If so, market strategists say investors can expect to see this year's pattern in share levels of consumer-related Internet stocks repeated next year.

As the holiday season got underway, Internet portals like Yahoo! and service providers like America Online, which benefit from increased advertising spending and traffic gains on their sites, saw share prices rise.

Online retailers with offerings in top-selling product categories like toys, music, books and videos, software, and consumer electronics also got a boost from the holiday eTailing boom.

Analysts predict that as the number of older Americans and those with lower educational levels going online rises, sites targeting moderate income shoppers, such as Wal-Mart's or the coming Bluelight.com service announced this week between Yahoo! and K-Mart, also will thrive.

Although the web is beginning to become more mainstream, online consumers remain decidedly more affluent and educated than the population at large.

If there's a sure bet on who will reap rewards from continued growth in online shopping, analysts say it's shippers like United Parcel Service (UPS) and FedEx (FDX).

UPS estimates that it delivers about 55 percent of online purchases.

On Friday, UPS' busiest day of the year, the company was set to deliver 18 million packages. Since Nov. 23, the world's largest package service has handled some 300 million deliveries.

Rival FDX, which relies heavily on airplanes for its express operation, reported quarterly earnings above expectations Thursday, but said rising fuel costs would hurt future profits.

FDX shares gave up yesterday's 5 percent gain to close down $2.88, or 6.7 percent, at $40.

UPS finished up $2.63, or 4.1 percent, at $66.63. Intraday, shares traded as high as $67.63.

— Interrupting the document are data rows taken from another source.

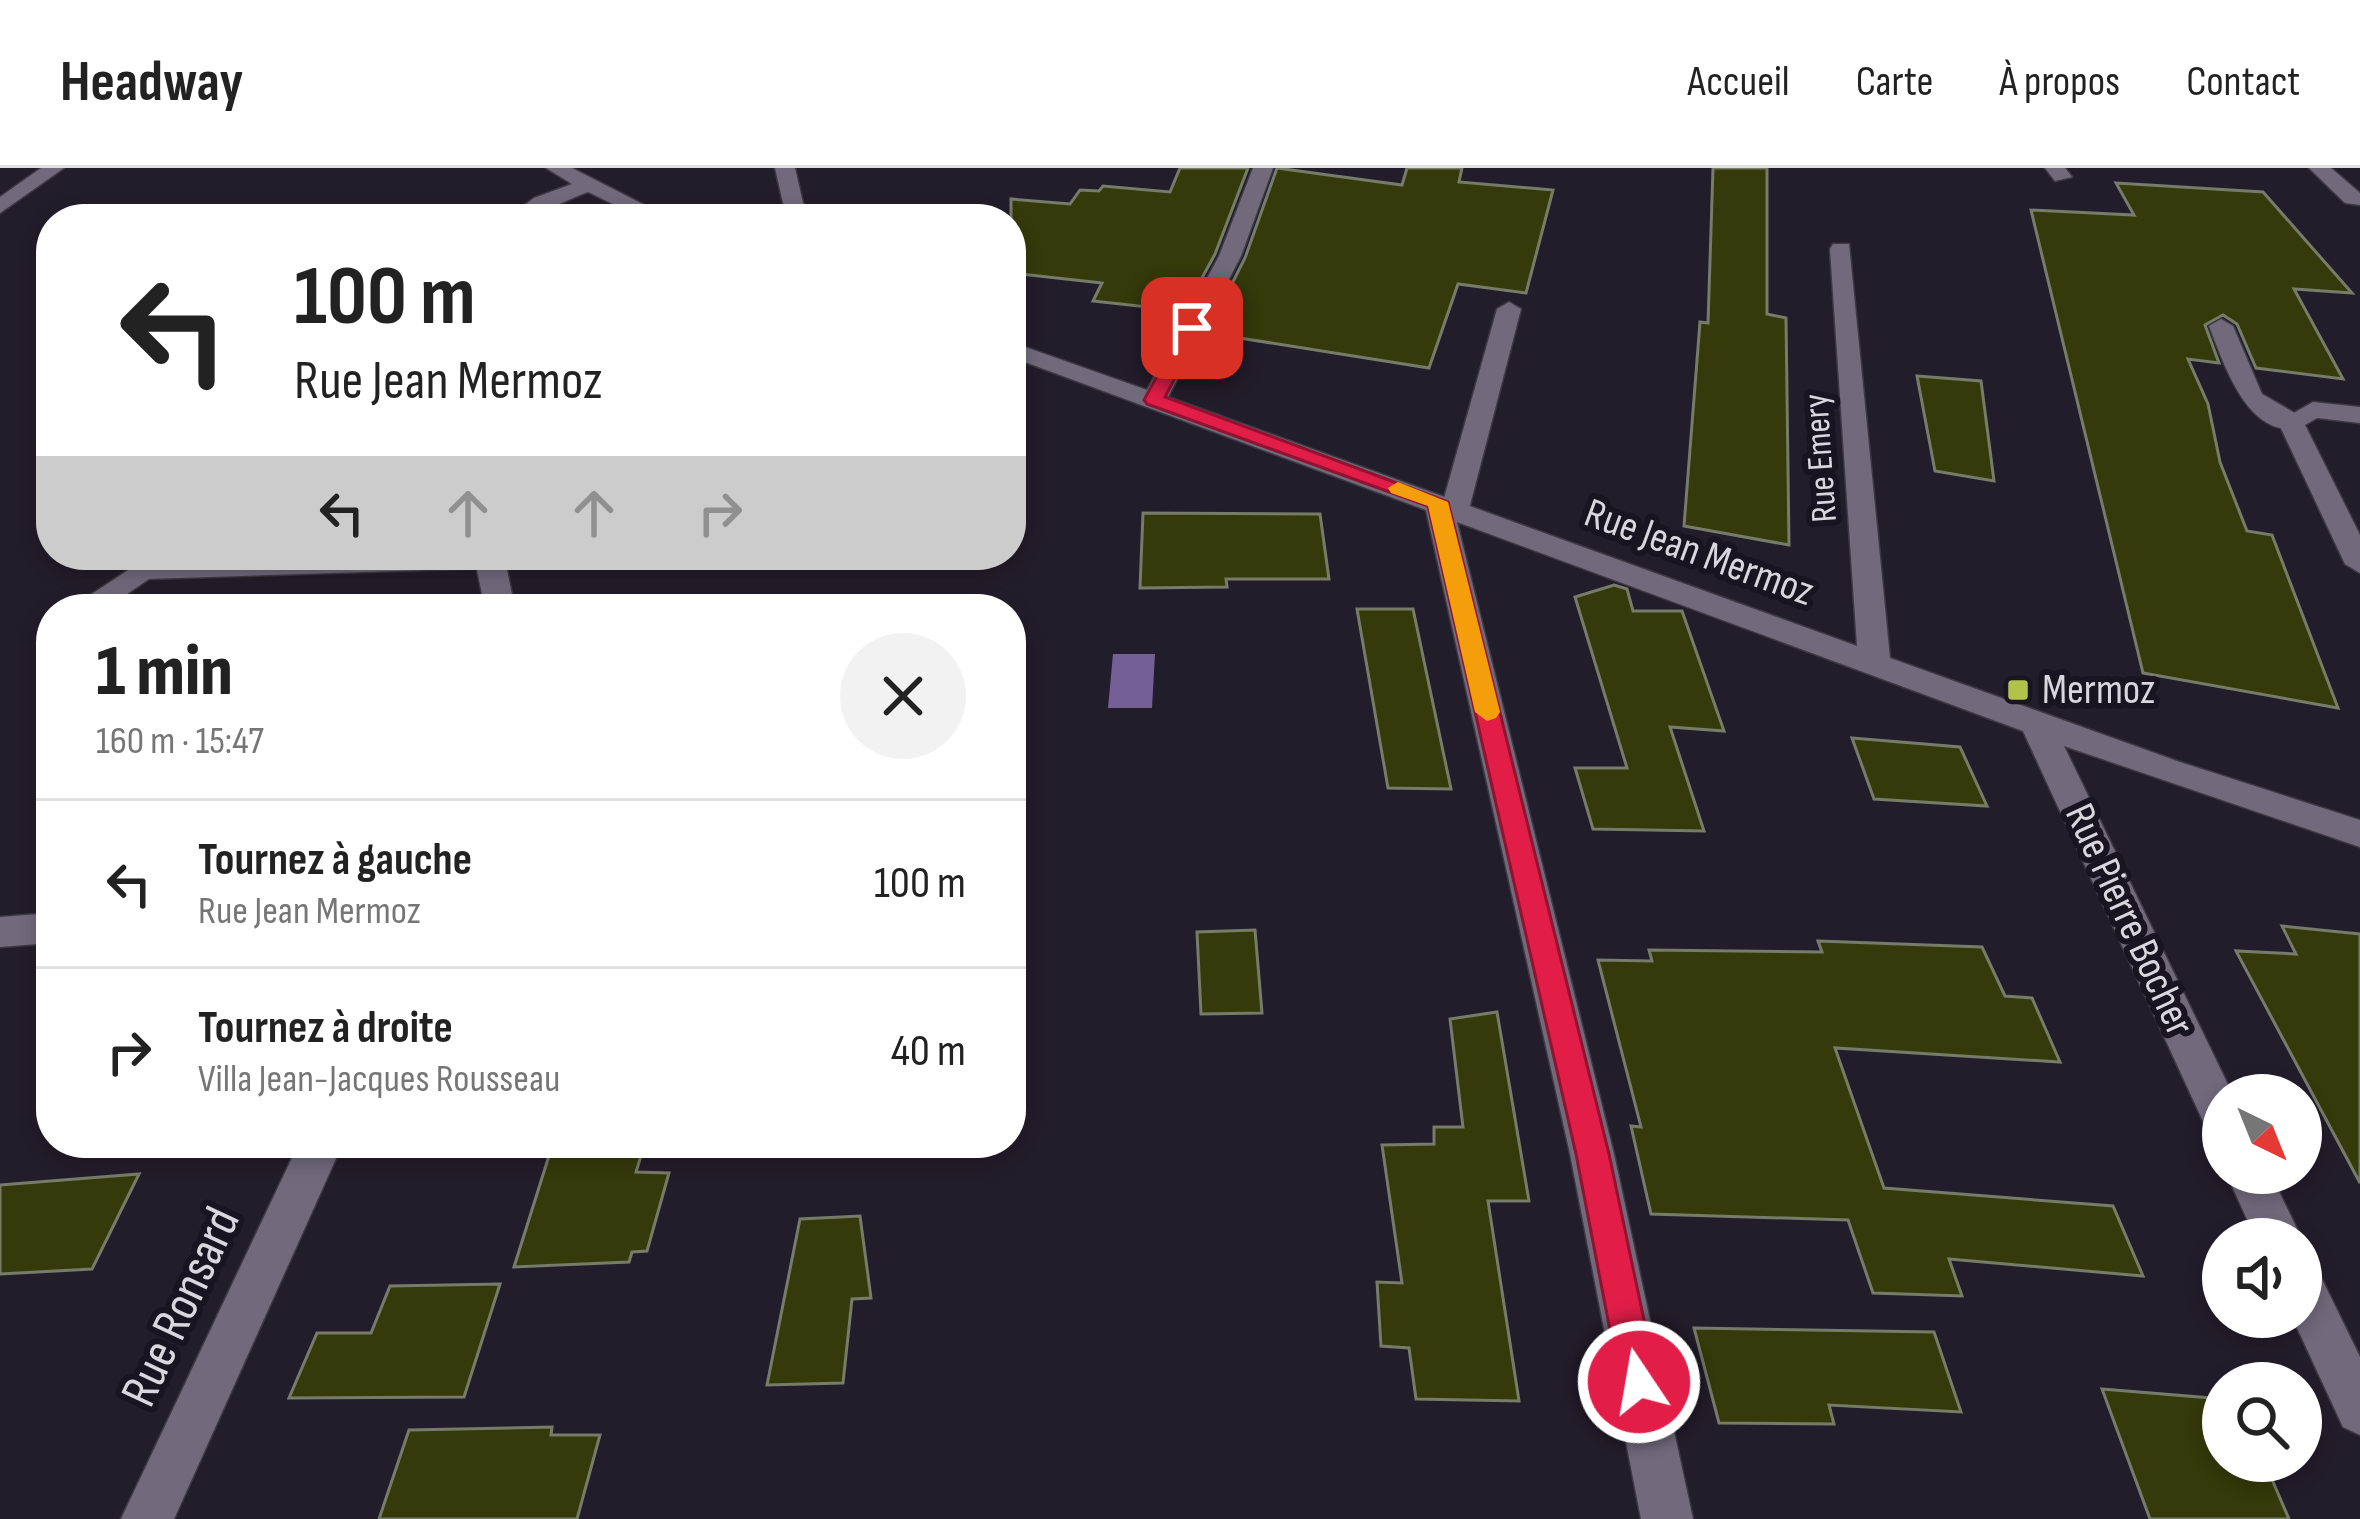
<!DOCTYPE html>
<html lang="fr">
<head>
<meta charset="utf-8">
<style>
	body { margin:0; font-family:"Sofia Sans Condensed",sans-serif; background:#f2f2f2; color:#222; height:100vh; display:flex; flex-direction:column; font-size:45px; white-space:nowrap }
	* { box-sizing:border-box; margin:0 }
	p { font-size:39px; color:#767676 }
	.icon { flex:none; width:66px; height:66px; fill:none; stroke:currentColor; stroke-width:2; stroke-linecap:round; stroke-linejoin:round }
	.map { position:relative; flex:1; overflow:hidden }
	.details { position:absolute; left:36px; top:426px; width:990px; height:564px; display:flex; flex-direction:column; background:#fff; border-radius:48px; box-shadow:0 6px 18px #0003 }
	.details>* { flex:none }
	.hud { position:absolute; left:36px; top:36px; width:990px; height:366px; border-radius:48px; box-shadow:0 6px 18px #0003; background:#fff; color:#222; overflow:hidden }
	.needle { width:78px; rotate:137deg }
	.fabs { position:absolute; left:2202px; top:906px; display:grid; gap:24px }
	.fabs a { display:grid; place-items:center; width:120px; height:120px; border-radius:50%; background:#fff; box-shadow:0 6px 18px #0003; font-size:60px }
	.pin { position:absolute; display:grid; place-items:center; width:102px; height:102px; color:#fff; margin:-51px; border-radius:24px; box-shadow:0 6px 18px #0006 }
	.me { position:absolute; width:132px; margin:-66px; rotate:348deg; stroke-linejoin:round; filter:drop-shadow(0 0 9px #0008) }
	.turn { display:flex; align-items:center; gap:42px; height:252px; padding:0 60px; font-size:54px }
	.turn .icon { width:156px; height:156px; stroke-width:2.5 }
	.turn b { display:block; font-size:84px; line-height:102px }
	.lanes { display:flex; align-items:center; height:114px; padding:0 60px; background:#0003; justify-content:center; gap:60px; direction:ltr }
	.lanes .off { opacity:.35 }
	.round { display:grid; place-items:center; flex:none; width:126px; height:126px; border-radius:63px; background:#f2f2f2 }
	.overview { display:flex; align-items:center; justify-content:space-between; height:204px; padding:0 60px }
	h1 { font-size:72px; font-weight:800; line-height:90px }
	ul { padding:0; list-style:none }
	li { display:flex; align-items:center; gap:36px; height:168px; padding:0 60px; border-top:3px solid #e0e0e0 }
	li div { flex:1 }
	li b { display:block; font-size:45px }
	li em { font-style:normal }
	header { display:flex; align-items:center; gap:72px; box-sizing:border-box; height:168px; padding:0 60px; background:#fff; border-bottom:3px solid #e0e0e0 }
	header strong { font-size:57px }
	nav { display:flex; gap:66px; margin-inline-start:auto; font-size:42px }
	.map>svg:first-child { display:block }
</style>
</head>
<body>
<header>
<strong>Headway</strong>
<nav><a>Accueil</a><a>Carte</a><a>À propos</a><a>Contact</a></nav>
</header>
<div class="map">
<svg width="2360" height="1351" viewBox="0 0 2360 1351">
	<rect width="100%" height="100%" fill="#221d2a"/>
	<polygon fill="#746096" points="1113,486 1155,486 1152,540 1108,540"/>
	<g fill="#343a0a" stroke="#777b69" stroke-width="3">
		<polygon points="1180,0 1248,0 1215,86 1184,143 1093,133 1102,115 1011,105 1011,31 1070,36 1080,22 1099,23 1103,18 1170,24"/>
		<polygon points="1277,0 1402,17 1407,0 1462,0 1459,14 1553,22 1526,125 1458,116 1429,200 1227,168 1237,149 1216,147 1245,90"/>
		<polygon points="1713,0 1767,0 1767,146 1786,150 1789,377 1684,358 1700,154 1708,155"/>
		<polygon points="2116,15 2263,24 2352,125 2294,121 2343,211 2256,200 2237,156 2223,147 2205,157 2219,195 2188,191 2208,236 2220,294 2247,363 2272,367 2338,540 2143,505 2031,42 2134,47"/>
		<polygon points="1917,208 1981,213 1994,313 1935,303"/>
		<polygon points="1143,345 1320,346 1329,411 1226,411 1227,419 1140,420"/>
		<polygon points="1614,417 1627,421 1633,443 1682,443 1724,563 1670,559 1704,663 1593,661 1575,600 1627,600 1575,429"/>
		<polygon points="1357,441 1413,441 1451,621 1388,620"/>
		<polygon points="1852,570 1960,579 1987,638 1874,631"/>
		<polygon points="2282,758 2360,766 2360,1015 2236,783 2296,786"/>
		<polygon points="1255,762 1262,845 1201,846 1197,764"/>
		<polygon points="1818,773 1982,779 2005,828 2032,830 2060,894 1835,880 1884,1020 2113,1038 2143,1108 1949,1091 1962,1128 1873,1125 1848,1052 1651,1046 1631,958 1641,959 1598,792 1652,793 1649,782 1822,784"/>
		<polygon points="1497,844 1529,1033 1488,1033 1519,1233 1416,1231 1409,1180 1381,1178 1377,1114 1402,1115 1382,977 1434,976 1434,959 1463,959 1450,851"/>
		<polygon points="553,975 645,975 636,1004 669,1005 647,1083 632,1084 629,1094 514,1099"/>
		<polygon points="139,1006 92,1101 0,1106 0,1017"/>
		<polygon points="860,1048 871,1130 852,1131 843,1215 767,1217 800,1051"/>
		<polygon points="500,1116 464,1229 289,1230 317,1165 371,1165 390,1118"/>
		<polygon points="1694,1160 1934,1164 1961,1244 1829,1237 1834,1256 1719,1255"/>
		<polygon points="2102,1221 2223,1231 2223,1293 2264,1293 2289,1351 2150,1351"/>
		<polygon points="552,1259 551,1267 600,1267 577,1351 379,1351 409,1262"/>
	</g>
	<g fill="none" stroke-linecap="round" stroke-linejoin="round">
		<g stroke="#3c3944" stroke-width="3">
			<g id="lane">
				<polygon points="1509,134 1521,141 1469,341 1465,347 1445,347 1441,341 1497,141"/>
				<path d="M2221,151L2233,158L2262,226L2300,248L2304,254L2300,260C2247,271 2224,195 2209,158Z"/>
				<polygon points="330,387 501,387 504,391 489,400 149,411 105,441 72,439 142,393"/>
			</g>
		</g>
		<g stroke="#3c3944" stroke-width="3">
			<g id="street">
				<polygon points="41,0 64,0 0,45 0,29"/>
				<path d="M546,0H572L672,51H644L588,24C560,34 536,51 507,51L534,30L572,16Z"/>
				<polygon points="775,0 795,0 803,35 814,51 792,51 783,35"/>
				<polygon points="1253,0 1273,0 1241,88 1168,229 1857,478 1830,81 1833,76 1849,76 1890,490 2177,593 2360,652 2360,679 2064,578 2233,927 2223,927 2223,970 2208,964 2023,563 1457,354 1614,986 1693,1351 1641,1351 1570,986 1426,342 1011,189 1011,174 1147,222 1219,88"/>
				<polygon points="2045,0 2065,0 2072,9 2055,13"/>
				<polygon points="2309,0 2331,0 2360,25 2360,37 2345,35"/>
				<polygon points="2313,234 2360,239 2360,255 2317,250 2305,257 2360,367 2360,405 2345,396 2278,254"/>
				<polygon points="474,387 504,387 515,441 485,441"/>
				<polygon points="51,745 51,775 0,779 0,749"/>
				<polygon points="299,975 343,975 174,1351 121,1351"/>
				<polygon points="2226,1005 2270,1005 2302,1071 2301,1073 2256,1071"/>
				<polygon points="2301,1094 2317,1101 2360,1189 2360,1267 2343,1259 2292,1149 2301,1149"/>
			</g>
		</g>
		<use href="#lane" fill="#706a7b" fill-rule="evenodd"/>
		<use href="#street" fill="#706a7b" fill-rule="evenodd"/>
	</g>
	<polygon fill="#e11d48" stroke="#92132f" stroke-width="3" points="1192,155 1201,160 1165,229 1448,334 1609,986 1657,1214 1652,1227 1639,1233 1626,1227 1620,1214 1576,986 1428,338 1147,236 1144,232 1183,160"/>
	<polygon fill="#f59e0b" points="1398,314 1448,334 1500,544 1496,550 1487,553 1475,544 1428,338 1391,325 1388,320"/>
	<rect fill="#b2c34c" stroke="#181421" stroke-width="4.5" x="2006" y="510" width="24" height="24" rx="6"/>
	<g text-anchor="middle" dominant-baseline="central" stroke-width="12" stroke-linejoin="round" paint-order="stroke">
		<g font-size="36" fill="#d9d6df" stroke="#181421">
			<text transform="translate(1821 290) rotate(-94)">Rue Emery</text>
		</g>
		<g font-size="42" fill="#d9d6df" stroke="#181421">
			<text transform="translate(1699 385) rotate(20)">Rue Jean Mermoz</text>
			<text transform="translate(2129 752) rotate(65)">Rue Pierre Bocher</text>
		</g>
		<g font-size="42" fill="#d9d6df" stroke="#181421" text-anchor="start">
			<text x="2042" y="522">Mermoz</text>
		</g>
		<g font-size="51" fill="#d9d6df" stroke="#181421">
			<text transform="translate(181 1139) rotate(-65)">Rue Ronsard</text>
		</g>
	</g>
</svg>
<div class="fabs">
<a><svg class="needle" viewBox="-14 -14 28 28"><path d="M0-13l5 13h-10z" fill="#e53935"/><path d="M0 13l5-13h-10z" fill="#767676"/></svg></a>
<a><svg class="icon" aria-label="sound" viewBox="0 0 24 24"><path d="M4 9h4l5-4v14l-5-4H4zM17 9q2 3 0 6"/></svg></a>
<a><svg class="icon" aria-label="search" viewBox="0 0 24 24"><circle cx="10" cy="10" r="6"/><path d="M15 15l6 6"/></svg></a>
</div>
<div class="pin" style="left:1192px;top:160px;background:#d93025"><svg class="icon" aria-label="arrive" viewBox="0 0 24 24"><path d="M6 21V4h12l-3 4 3 4H6"/></svg></div>
<svg class="me" style="left:1639px;top:1214px" viewBox="-20 -20 40 40"><circle r="17" fill="#e11d48" stroke="#fff" stroke-width="3"/><path d="M0-11L8 9 0 5-8 9z" fill="#fff"/></svg>
<div class="hud">
<div class="turn"><svg class="icon" aria-label="left" viewBox="0 0 24 24"><path d="M17 20v-9H6M10 6l-5 5 5 5"/></svg><div><b>100 m</b>Rue Jean Mermoz</div></div>
<div class="lanes"><svg class="icon" aria-label="left" viewBox="0 0 24 24"><path d="M17 20v-9H6M10 6l-5 5 5 5"/></svg><svg class="icon off" aria-label="ahead" viewBox="0 0 24 24"><path d="M12 20V5M6 11l6-6 6 6"/></svg><svg class="icon off" aria-label="ahead" viewBox="0 0 24 24"><path d="M12 20V5M6 11l6-6 6 6"/></svg><svg class="icon off" aria-label="right" viewBox="0 0 24 24"><path d="M7 20v-9h11M14 6l5 5-5 5"/></svg></div>
</div>
<section class="details">
<div class="overview"><div><h1>1 min</h1><p>160 m · 15:47</p></div><a class="round"><svg class="icon" aria-label="close" viewBox="0 0 24 24"><path d="M6 6l12 12M18 6L6 18"/></svg></a></div>
<ul>
<li><svg class="icon" aria-label="left" viewBox="0 0 24 24"><path d="M17 20v-9H6M10 6l-5 5 5 5"/></svg><div><b>Tournez à gauche</b><p>Rue Jean Mermoz</p></div><em>100 m</em></li>
<li><svg class="icon" aria-label="right" viewBox="0 0 24 24"><path d="M7 20v-9h11M14 6l5 5-5 5"/></svg><div><b>Tournez à droite</b><p>Villa Jean-Jacques Rousseau</p></div><em>40 m</em></li>
</ul>
</section>
</div>
</body>
</html>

In an interview with CNBC, a Bank of America analyst predicted that UPS would be the clear leader in the Internet shipping space because profits from its truck-based operation aren't as dependent on fuel prices.

UPS, which held a wildly successful IPO in November, is set to issue its first quarterly earnings report as a public company in January. Analysts say Wall Street will be watching closely to see if UPS can deliver on projections for healthy profits from this year's holiday sales.